» DESCRIPTION OF THE TASK
What you return should match the data word for word, minus the images.
•••••
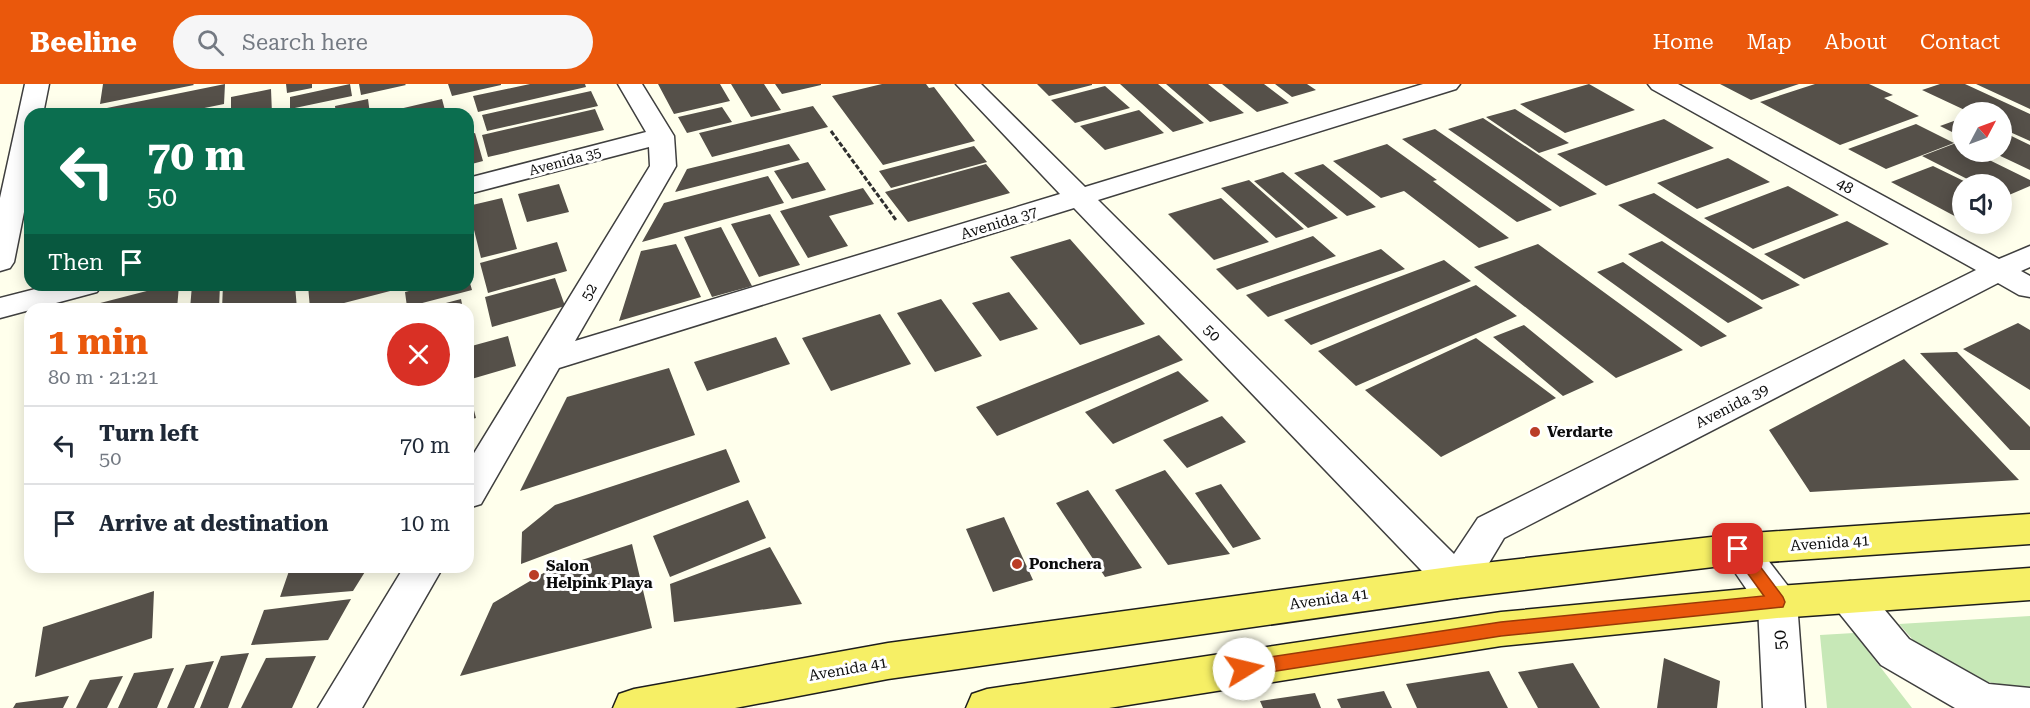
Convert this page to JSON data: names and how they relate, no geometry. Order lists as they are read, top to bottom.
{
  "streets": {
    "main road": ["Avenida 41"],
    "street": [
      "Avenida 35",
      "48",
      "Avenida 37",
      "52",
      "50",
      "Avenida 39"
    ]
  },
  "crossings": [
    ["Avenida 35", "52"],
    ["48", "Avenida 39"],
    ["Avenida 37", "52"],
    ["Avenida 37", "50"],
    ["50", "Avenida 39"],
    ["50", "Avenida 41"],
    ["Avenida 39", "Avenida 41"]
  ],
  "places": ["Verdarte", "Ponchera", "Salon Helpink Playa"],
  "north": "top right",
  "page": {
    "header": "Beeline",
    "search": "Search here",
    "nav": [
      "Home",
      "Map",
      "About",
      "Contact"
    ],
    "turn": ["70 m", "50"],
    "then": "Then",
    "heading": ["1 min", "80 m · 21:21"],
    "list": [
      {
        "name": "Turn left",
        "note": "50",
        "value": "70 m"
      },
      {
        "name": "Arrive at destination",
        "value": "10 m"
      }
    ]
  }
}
•••••
» EXERCISE SOLUTION
Convert this page to JSON data: names and how they relate, no geometry. Order lists as they are read, top to bottom.
{
  "streets": {
    "main road": ["Avenida 41"],
    "street": [
      "Avenida 35",
      "48",
      "Avenida 37",
      "52",
      "50",
      "Avenida 39"
    ]
  },
  "crossings": [
    ["Avenida 35", "52"],
    ["48", "Avenida 39"],
    ["Avenida 37", "52"],
    ["Avenida 37", "50"],
    ["50", "Avenida 39"],
    ["50", "Avenida 41"],
    ["Avenida 39", "Avenida 41"]
  ],
  "places": ["Verdarte", "Ponchera", "Salon Helpink Playa"],
  "north": "top right",
  "page": {
    "header": "Beeline",
    "search": "Search here",
    "nav": [
      "Home",
      "Map",
      "About",
      "Contact"
    ],
    "turn": ["70 m", "50"],
    "then": "Then",
    "heading": ["1 min", "80 m · 21:21"],
    "list": [
      {
        "name": "Turn left",
        "note": "50",
        "value": "70 m"
      },
      {
        "name": "Arrive at destination",
        "value": "10 m"
      }
    ]
  }
}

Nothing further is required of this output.